In Store Flu Shots ARE HERE!
for the 2023-2024 Flu Season
Now available at Randol Mill Pharmacy!
Medicare Filing Available
You are welcome to print out our Vaccine Administration Consent Form prior to your visit to save time. Please bring the completed form with you.
What is a FLU SHOT?
The “flu shot” is an inactivated vaccine (containing killed virus) that is given with a needle, usually in the arm. The flu shot is approved for use in people older than 6 months, including healthy people and people with chronic medical conditions.

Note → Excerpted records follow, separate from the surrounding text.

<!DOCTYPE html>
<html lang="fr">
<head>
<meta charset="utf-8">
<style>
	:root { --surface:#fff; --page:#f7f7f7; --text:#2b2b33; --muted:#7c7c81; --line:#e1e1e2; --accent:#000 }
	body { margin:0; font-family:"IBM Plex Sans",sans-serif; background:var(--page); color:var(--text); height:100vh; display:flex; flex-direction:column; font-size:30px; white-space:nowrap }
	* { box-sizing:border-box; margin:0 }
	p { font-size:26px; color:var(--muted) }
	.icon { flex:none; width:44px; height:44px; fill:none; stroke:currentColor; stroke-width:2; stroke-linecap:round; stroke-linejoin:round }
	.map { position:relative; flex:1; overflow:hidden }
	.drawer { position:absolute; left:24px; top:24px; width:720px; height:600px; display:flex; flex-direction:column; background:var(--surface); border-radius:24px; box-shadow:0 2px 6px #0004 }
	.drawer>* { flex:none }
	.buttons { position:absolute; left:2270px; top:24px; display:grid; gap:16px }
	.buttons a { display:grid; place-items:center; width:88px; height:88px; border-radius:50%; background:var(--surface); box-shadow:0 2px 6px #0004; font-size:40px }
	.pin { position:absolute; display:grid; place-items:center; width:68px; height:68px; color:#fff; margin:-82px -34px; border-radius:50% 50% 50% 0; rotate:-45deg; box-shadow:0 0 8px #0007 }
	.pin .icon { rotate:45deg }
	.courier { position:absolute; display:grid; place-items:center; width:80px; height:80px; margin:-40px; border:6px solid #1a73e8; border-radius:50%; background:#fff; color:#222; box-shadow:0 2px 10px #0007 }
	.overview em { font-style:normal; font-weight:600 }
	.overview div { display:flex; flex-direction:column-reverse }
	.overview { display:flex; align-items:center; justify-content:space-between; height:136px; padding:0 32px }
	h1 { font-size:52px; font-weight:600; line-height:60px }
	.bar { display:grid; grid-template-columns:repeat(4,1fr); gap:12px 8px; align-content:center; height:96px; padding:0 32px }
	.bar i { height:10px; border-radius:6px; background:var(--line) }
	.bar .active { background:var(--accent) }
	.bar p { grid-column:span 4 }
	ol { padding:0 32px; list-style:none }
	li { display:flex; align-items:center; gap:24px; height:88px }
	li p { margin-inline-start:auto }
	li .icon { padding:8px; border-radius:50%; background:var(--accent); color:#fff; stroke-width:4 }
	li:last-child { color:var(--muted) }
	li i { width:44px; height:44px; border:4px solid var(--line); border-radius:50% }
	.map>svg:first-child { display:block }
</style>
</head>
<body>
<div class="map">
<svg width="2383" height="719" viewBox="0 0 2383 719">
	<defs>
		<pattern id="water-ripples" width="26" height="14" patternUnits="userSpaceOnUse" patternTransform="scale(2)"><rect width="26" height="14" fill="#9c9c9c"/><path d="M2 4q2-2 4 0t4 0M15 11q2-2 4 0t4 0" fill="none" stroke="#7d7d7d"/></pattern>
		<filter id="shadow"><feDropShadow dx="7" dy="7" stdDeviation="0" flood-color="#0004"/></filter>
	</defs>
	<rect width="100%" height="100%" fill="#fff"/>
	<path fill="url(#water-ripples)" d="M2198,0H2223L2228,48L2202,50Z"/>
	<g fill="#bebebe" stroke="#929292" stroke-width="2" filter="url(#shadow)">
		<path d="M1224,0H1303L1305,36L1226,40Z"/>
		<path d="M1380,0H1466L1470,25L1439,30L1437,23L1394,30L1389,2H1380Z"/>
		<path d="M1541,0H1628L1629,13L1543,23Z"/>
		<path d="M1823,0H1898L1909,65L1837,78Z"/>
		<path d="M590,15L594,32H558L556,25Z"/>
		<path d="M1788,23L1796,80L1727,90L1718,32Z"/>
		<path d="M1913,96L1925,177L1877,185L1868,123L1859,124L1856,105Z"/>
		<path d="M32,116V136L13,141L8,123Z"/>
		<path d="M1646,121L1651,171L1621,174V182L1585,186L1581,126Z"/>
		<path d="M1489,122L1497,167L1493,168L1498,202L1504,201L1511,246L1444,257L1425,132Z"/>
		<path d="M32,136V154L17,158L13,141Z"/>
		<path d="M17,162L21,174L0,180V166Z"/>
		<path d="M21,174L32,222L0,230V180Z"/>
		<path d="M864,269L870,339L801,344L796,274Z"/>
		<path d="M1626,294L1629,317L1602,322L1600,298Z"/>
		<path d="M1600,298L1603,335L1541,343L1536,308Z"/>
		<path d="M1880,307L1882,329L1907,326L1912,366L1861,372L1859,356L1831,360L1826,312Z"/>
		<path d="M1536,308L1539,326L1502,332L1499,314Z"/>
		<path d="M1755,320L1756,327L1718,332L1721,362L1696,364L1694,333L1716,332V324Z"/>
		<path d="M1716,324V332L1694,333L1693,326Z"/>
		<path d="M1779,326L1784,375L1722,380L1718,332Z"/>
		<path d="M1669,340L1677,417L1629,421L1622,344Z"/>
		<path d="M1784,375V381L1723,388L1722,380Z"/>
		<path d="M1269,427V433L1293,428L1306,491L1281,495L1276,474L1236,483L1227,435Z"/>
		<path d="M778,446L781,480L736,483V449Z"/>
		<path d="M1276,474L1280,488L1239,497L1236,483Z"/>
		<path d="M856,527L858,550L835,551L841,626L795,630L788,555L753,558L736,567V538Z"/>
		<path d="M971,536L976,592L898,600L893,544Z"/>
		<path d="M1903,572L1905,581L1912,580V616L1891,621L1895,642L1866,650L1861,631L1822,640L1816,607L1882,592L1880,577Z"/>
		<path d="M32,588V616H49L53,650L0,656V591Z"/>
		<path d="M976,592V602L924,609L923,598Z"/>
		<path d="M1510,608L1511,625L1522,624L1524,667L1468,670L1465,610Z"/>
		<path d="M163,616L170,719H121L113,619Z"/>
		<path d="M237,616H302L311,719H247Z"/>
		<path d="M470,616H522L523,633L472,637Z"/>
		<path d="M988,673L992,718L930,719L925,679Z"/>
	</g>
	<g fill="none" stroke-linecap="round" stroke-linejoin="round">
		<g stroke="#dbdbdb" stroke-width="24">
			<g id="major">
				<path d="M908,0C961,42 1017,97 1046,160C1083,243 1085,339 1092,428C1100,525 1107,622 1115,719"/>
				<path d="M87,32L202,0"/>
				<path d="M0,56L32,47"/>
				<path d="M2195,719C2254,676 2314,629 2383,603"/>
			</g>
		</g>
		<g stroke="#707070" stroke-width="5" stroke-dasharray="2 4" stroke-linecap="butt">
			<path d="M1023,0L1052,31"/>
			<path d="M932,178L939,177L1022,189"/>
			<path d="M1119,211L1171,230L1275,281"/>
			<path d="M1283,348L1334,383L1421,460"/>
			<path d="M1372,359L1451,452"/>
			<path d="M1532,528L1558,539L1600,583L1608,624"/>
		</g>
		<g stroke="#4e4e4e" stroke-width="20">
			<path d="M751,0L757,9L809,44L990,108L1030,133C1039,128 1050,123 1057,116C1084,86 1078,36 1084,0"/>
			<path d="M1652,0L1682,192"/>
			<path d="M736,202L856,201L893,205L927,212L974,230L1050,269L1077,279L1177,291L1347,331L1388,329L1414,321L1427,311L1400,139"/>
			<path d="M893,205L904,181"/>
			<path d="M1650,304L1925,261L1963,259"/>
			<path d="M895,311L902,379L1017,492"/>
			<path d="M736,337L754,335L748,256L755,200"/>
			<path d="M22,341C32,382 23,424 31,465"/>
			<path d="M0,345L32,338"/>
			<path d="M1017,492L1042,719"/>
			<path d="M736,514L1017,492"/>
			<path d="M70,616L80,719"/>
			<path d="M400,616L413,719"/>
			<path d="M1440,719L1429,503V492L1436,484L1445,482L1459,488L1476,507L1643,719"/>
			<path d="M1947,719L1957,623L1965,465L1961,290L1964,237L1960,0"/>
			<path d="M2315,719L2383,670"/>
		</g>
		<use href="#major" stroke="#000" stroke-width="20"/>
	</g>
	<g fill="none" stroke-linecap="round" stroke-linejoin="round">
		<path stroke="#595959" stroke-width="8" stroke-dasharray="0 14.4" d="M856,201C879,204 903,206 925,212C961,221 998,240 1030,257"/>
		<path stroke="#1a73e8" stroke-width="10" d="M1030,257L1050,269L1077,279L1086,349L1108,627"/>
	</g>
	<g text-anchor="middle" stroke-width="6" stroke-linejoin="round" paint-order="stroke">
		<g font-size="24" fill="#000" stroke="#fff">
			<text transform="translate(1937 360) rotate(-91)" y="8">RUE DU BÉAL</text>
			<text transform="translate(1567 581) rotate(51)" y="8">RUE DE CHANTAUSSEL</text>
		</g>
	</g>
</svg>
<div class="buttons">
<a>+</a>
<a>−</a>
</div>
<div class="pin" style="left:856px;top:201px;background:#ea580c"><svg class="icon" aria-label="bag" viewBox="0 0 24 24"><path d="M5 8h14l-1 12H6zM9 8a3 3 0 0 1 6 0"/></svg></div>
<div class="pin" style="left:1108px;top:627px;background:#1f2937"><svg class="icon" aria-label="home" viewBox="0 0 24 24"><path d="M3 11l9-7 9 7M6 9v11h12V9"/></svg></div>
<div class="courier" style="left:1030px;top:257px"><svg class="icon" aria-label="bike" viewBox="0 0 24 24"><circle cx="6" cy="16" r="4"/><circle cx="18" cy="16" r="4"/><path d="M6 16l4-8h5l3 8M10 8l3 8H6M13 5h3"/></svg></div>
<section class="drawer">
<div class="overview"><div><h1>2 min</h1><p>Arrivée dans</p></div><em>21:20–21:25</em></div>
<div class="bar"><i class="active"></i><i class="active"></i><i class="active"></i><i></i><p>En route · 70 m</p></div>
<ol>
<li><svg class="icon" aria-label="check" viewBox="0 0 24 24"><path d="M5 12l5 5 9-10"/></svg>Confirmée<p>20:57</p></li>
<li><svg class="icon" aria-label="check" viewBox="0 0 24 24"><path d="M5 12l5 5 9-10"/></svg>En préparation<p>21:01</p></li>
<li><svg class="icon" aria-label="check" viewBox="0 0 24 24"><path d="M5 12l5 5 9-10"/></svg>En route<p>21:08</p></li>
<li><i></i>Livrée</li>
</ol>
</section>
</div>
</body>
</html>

Who Should Get Vaccinated?
In general, anyone who wants to reduce their chances of getting the flu can get vaccinated. However, it is recommended by ACIP that certain people should get vaccinated each year. They are either people who are at high risk of having serious flu complications or people who live with or care for those at high risk for serious complications. During flu seasons when vaccine supplies are limited or delayed, ACIP makes recommendations regarding priority groups for vaccination.
People who should get vaccinated each year are:
- People at high risk for complications from the flu, including:
- Children aged 6 months until their 5th birthday,
- Pregnant women,
- People 50 years of age and older, and
- People of any age with certain chronic medical conditions;
- People who live in nursing homes and other long term care facilities.
- People who live with or care for those at high risk for complications from flu, including:
- Household contacts of persons at high risk for complications from the flu (see above)
- Household contacts and out of home caregivers of children less than 6 months of age (these children are too young to be vaccinated)
- Healthcare workers.
Who Should Not Be Vaccinated?
There are some people who should not be vaccinated without first consulting a physician. These include
- People who have a severe allergy to chicken eggs.
- People who have had a severe reaction to an influenza vaccination in the past.
- People who developed Guillain-Barré syndrome (GBS) within 6 weeks of getting an influenza vaccine previously.
- Influenza vaccine is not approved for use in children less than 6 months of age.
- People who have a moderate or severe illness with a fever should wait to get vaccinated until their symptoms lessen.
Vaccine Side Effects (What to Expect)?
Different side effects can be associated with the flu shot.
The flu shot: The viruses in the flu shot are killed (inactivated), so you cannot get the flu from a flu shot. Some minor side effects that could occur are
- Soreness, redness, or swelling where the shot was given
- Fever (low grade)
If these problems occur, they begin soon after the shot and usually last 1 to 2 days. Almost all people who receive influenza vaccine have no serious problems from it. However, on rare occasions, flu vaccination can cause serious problems, such as severe allergic reactions.